In all children with NMDs, preoperative pulmonary evaluation is strongly recommended to assess the risk of respiratory complications and the need for specific perioperative and postoperative management.

Assessment of respiratory function should include an accurate medical history and physical examination, a chest x-ray, an evaluation of sleep-disordered breathing, and the measurements of respiratory function and cough effectiveness. Evaluation of respiratory function and cough effectiveness includes measurement of FVC, peak cough flow (PCF), and diurnal pulse oximetry (SpO₂). SpO₂ less than 95 % in room air has been established as a clinically significant threshold of abnormality, requiring carbon dioxide (PCO₂) level measurement. Preschool or older patients with developmental delay may not be able to perform evaluation tests of respiratory function and cough effectiveness. In these cases, the measurement of the crying vital capacity (i.e., FVC obtained from a tightly fitted mask over the nose and mouth with in-line spirometer) can approximate FVC.

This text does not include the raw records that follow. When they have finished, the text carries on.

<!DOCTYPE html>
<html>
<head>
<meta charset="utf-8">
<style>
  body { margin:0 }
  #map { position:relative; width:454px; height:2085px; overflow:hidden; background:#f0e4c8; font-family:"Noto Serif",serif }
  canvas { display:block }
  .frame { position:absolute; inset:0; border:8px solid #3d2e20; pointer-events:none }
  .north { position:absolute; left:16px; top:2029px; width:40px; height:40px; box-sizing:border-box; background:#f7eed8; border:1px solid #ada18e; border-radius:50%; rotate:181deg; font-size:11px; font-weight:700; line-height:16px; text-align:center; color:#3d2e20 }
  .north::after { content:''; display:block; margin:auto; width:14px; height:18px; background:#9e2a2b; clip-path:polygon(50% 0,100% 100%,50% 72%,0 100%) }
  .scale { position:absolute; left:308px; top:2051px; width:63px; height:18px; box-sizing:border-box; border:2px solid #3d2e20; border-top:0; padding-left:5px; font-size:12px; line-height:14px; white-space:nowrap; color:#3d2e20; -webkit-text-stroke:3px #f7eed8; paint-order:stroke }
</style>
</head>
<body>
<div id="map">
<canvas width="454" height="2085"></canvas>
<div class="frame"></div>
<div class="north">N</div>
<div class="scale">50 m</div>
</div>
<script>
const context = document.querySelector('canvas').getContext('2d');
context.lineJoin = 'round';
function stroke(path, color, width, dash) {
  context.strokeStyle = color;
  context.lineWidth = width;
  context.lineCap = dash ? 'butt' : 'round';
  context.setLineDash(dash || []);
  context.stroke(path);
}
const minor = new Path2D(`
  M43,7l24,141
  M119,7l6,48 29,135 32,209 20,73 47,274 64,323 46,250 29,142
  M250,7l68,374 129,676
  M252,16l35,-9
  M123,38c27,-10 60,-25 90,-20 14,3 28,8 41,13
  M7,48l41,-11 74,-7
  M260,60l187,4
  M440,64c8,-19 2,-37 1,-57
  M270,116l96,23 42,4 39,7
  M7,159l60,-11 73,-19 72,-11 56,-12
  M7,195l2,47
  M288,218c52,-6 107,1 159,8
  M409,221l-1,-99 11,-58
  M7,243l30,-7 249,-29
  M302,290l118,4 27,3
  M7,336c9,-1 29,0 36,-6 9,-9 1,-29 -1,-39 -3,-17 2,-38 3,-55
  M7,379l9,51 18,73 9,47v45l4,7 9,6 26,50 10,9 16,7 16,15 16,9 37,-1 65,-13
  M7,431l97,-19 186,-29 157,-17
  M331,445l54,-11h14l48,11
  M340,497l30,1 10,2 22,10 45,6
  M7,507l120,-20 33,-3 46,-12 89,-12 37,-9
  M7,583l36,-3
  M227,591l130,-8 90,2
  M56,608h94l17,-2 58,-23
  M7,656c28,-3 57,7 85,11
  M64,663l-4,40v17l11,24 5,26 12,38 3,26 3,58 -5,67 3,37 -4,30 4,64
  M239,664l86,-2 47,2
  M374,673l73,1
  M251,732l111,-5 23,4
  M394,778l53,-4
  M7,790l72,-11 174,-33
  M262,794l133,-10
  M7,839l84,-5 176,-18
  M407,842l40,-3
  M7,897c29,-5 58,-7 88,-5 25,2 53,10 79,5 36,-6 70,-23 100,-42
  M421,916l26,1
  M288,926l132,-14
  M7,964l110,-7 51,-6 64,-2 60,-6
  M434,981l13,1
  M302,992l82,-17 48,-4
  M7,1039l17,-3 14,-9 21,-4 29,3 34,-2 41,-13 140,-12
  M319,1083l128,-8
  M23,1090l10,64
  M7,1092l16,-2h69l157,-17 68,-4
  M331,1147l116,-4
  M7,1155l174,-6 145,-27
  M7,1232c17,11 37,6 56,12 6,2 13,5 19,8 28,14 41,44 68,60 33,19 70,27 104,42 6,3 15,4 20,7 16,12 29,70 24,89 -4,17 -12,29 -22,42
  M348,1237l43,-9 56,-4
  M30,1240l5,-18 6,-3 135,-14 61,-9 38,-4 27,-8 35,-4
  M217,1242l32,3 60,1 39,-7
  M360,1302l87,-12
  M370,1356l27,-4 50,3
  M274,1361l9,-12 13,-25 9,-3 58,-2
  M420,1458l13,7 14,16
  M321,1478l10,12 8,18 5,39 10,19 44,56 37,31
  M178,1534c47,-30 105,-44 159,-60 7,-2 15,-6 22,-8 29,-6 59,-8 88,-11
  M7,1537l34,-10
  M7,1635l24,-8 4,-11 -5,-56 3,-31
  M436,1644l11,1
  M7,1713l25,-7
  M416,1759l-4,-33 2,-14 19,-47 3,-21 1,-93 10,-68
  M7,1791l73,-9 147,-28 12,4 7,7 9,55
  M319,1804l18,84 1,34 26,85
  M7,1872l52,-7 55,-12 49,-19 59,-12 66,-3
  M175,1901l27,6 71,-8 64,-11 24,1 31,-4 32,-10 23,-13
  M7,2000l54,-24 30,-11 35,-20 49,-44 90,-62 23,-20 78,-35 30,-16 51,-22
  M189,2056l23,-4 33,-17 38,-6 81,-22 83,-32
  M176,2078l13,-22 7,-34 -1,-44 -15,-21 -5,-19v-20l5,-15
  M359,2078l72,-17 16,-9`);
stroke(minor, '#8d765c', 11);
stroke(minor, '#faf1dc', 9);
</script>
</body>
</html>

It is crucial to optimize the patient’s respiratory status before surgery. When respiratory function measurements and sleep studies are abnormal, noninvasive ventilation (NIV) and manual or mechanically assisted cough techniques may be indicated. Therefore, planning and coordination with the hospital respiratory therapists is crucial. In particular, mechanical insufflator–exsufflator (MI-E) can increase coughing, promote deep lung inflation, and treat or prevent atelectasis. Consequently, patients with limited respiratory reserve should be trained in these techniques before surgery and assisted with these devices during sedation, regional anesthesia, and in the postoperative period. This strategy is also recommended for patients already using assisted cough techniques and long-term NIV.

Recently, preoperative training in the use of NIV has been recommended for patients with Duchenne muscular dystrophy (DMD) with preoperative FVC <50 % of predicted value and especially for patients at high risk of respiratory failure, defined by an FVC <30 % of predicted value. Moreover, for children over 12 years of age, if PCF is less than 270 L/min, training in assisted cough techniques is advocated before surgery. This strategy has the potential to be applied to adults and children with respiratory involvement resulting from diagnosis other than DMD.

Children with NMDs should undergo a careful assessment of cardiac function as well as optimization of therapy before anesthesia or sedation. In all children with NMDs, an electrocardiogram and echocardiogram should be performed before anesthesia or sedation, if not done in the previous 12 months. Moreover, signs or symptoms of arrhythmias should be promptly investigated with a Holter test. In addition, patients with a high degree of AV blocks may need a cardiac pacemaker before GA.

In all patients with severe cardiac dysfunctions, invasive arterial pressure should be monitored during GA and in the postoperative period.

In children with NMDs without primary myocardial dysfunction (e.g., SMA), preoperative cardiologic evaluation is suggested only if pulmonary hypertension is suspected.

Nutritional status should be optimized before surgery. In case of poor nutritional balance, wound healing can be delayed and the patient could be too weak to adequately clear secretions or maintain ventilation.